Host Your Own Password Manager With Vaultwarden

Vaultwarden

Although Bitwarden offers a generous free tier for manaing your passwords, when it comes to a family subscription of 6 premium accounts, the cost will be USD$ 40 per year. However, this still means that our passwords are stored with Bitwarden and not 100% in our control. We are not saying that is a bad thing, but looking at the LastPass hack of a while ago, this might not be the most ideal situation for all users. After all, no one can guarantee that BitWarden won’t be the victim of a specialized cyber attack. If we want to stay in control of our data, and save up to the $40 per year, let’s look at a solution to self-host our password manager.


What is Vaultwarden?

Vaultwarden (formerly bitwarden_rs) is an unofficial Bitwarden-compatible server written in Rust, designed for self-hosting environments where the official Bitwarden server may be too resource-heavy or cost-prohibitive. It implements nearly all of the Bitwarden Client API, including personal vaults, password sharing, attachments, web icons, API keys, organizations (with collections, roles, event logs, policies), multi-factor authentication methods (TOTP, WebAuthn, YubiKey, Duo), emergency access, and an integrated admin backend. Because it speaks the same API, Vaultwarden works seamlessly with Bitwarden’s browser extensions, desktop applications, and mobile apps, so end users get the identical interface and experience they’d see with Bitwarden’s cloud service.

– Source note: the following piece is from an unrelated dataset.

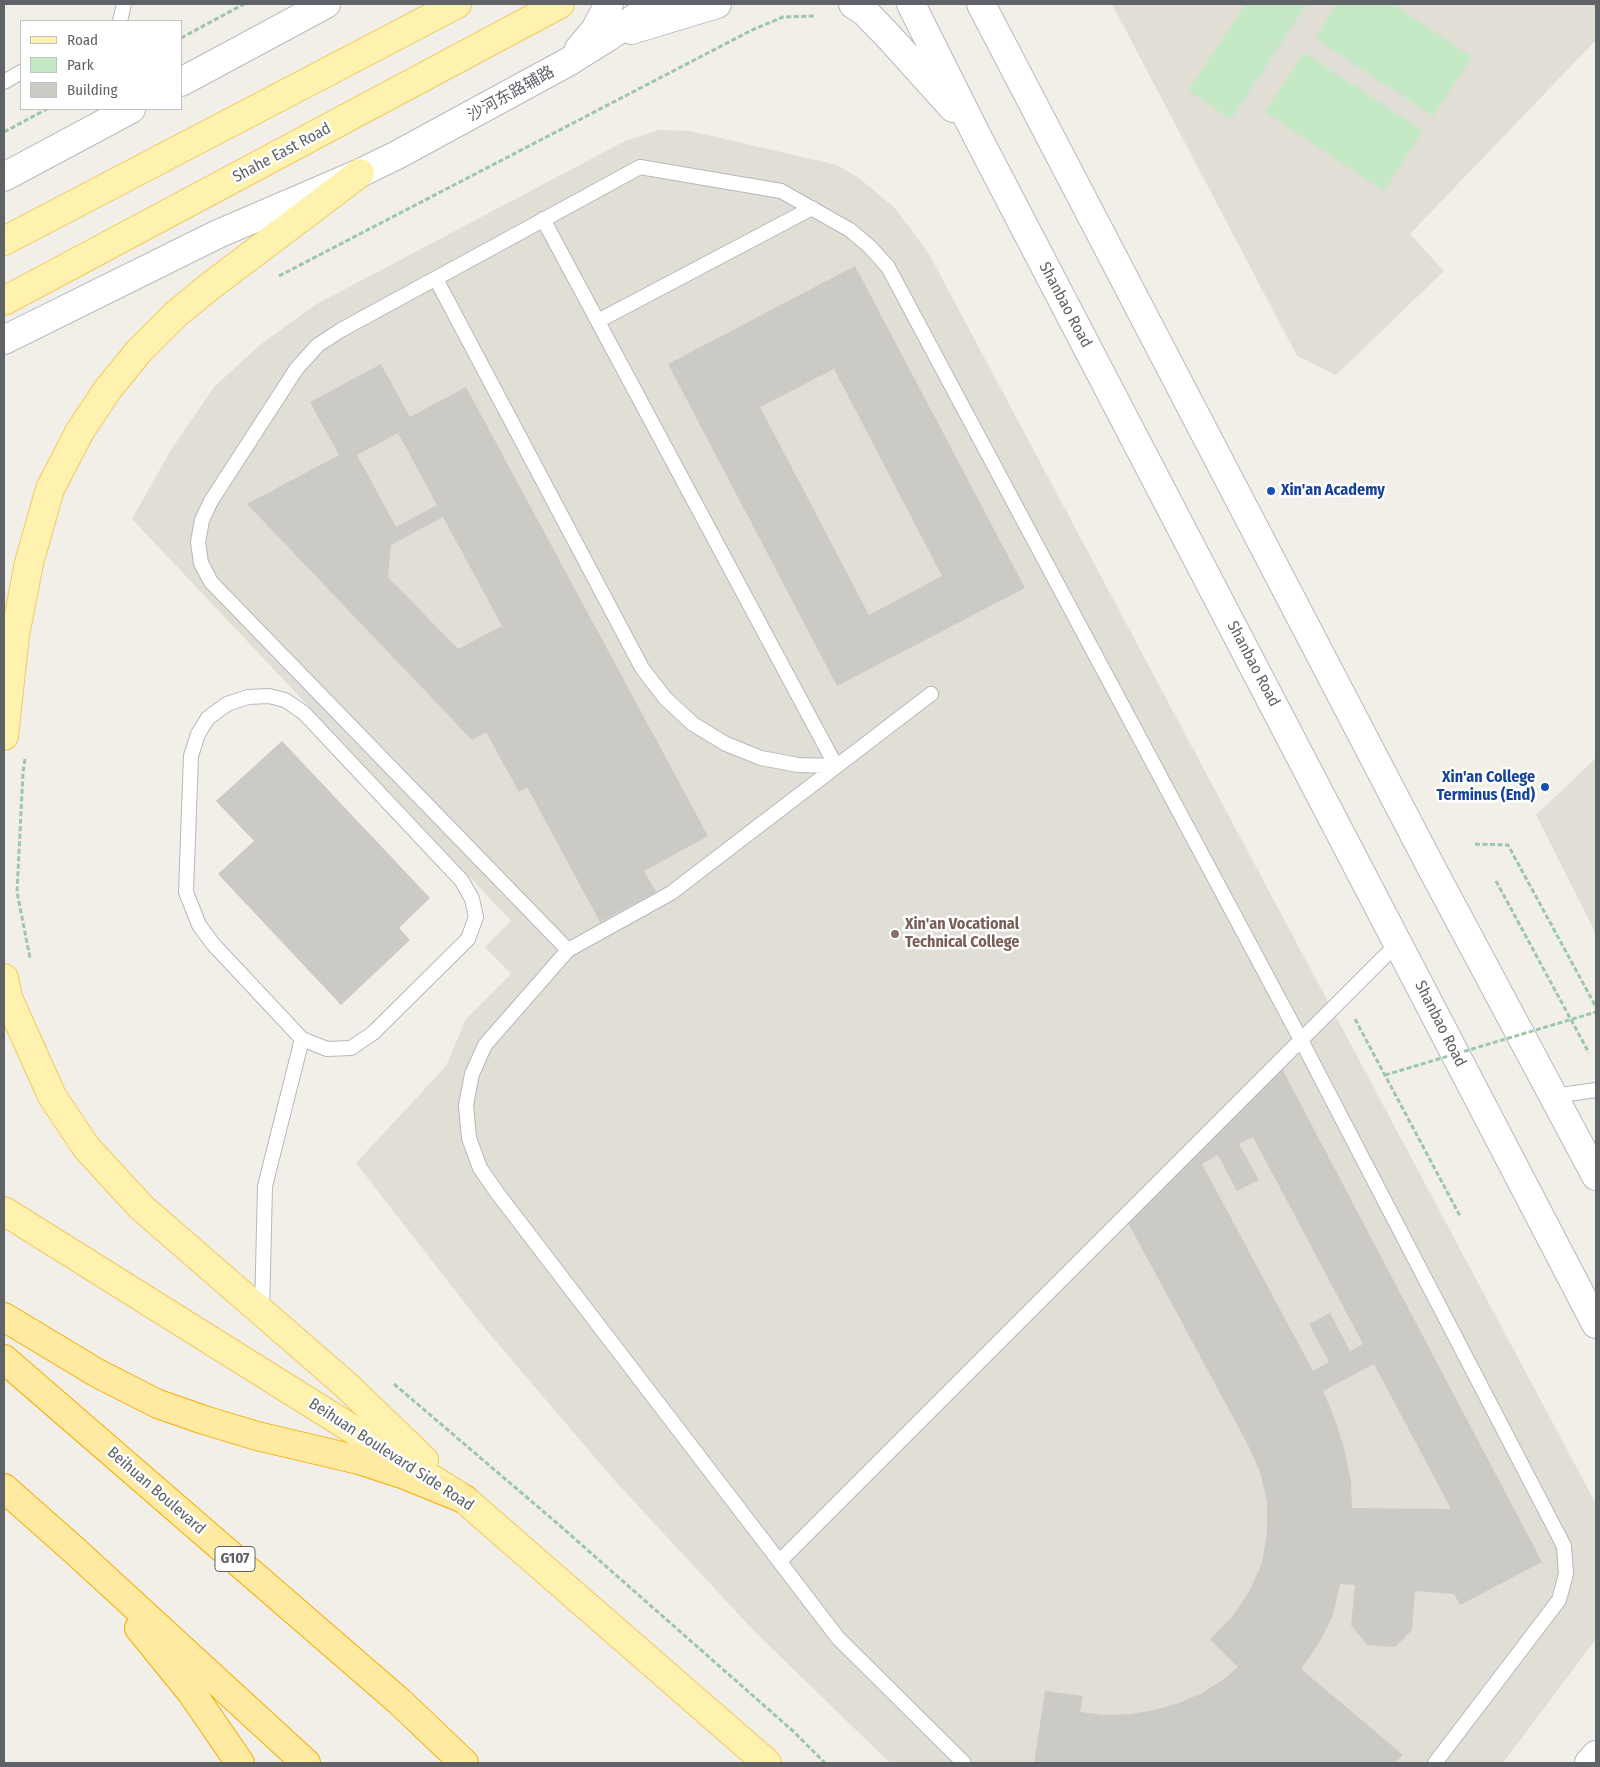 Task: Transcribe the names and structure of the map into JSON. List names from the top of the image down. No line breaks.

Bitwarden Pricing and Why It Costs Money

Bitwarden’s Free plan includes core password-management features: unlimited devices, vault health reporting, secure note storage, and basic sharing. Premium adds advanced capabilities like file attachments, integrated authenticator (TOTP) support, emergency access, and security reports for just $10 per year (billed annually), while the Families plan covers up to six users for $40 per year. These modest fees help fund hosting infrastructure, continuous feature development, regular third-party security audits, and customer support – ensuring the service remains reliable, secure, and up to date. Should you choose to rather go for the paid route, you will be supporting a great app, but today we are focussing on tacking control of our data so we will look at the self-hosting options.


How Self-Hosting Vaultwarden Works

Self-hosting Vaultwarden is straightforward if you have a server (physical or virtual) with Docker or Podman installed. We will be self-hosting VaultWarden in a future instalment as part of our Build Your Own Homelab series, so look out for that. We will be hosting it on our Docker instance with the help of Portainer.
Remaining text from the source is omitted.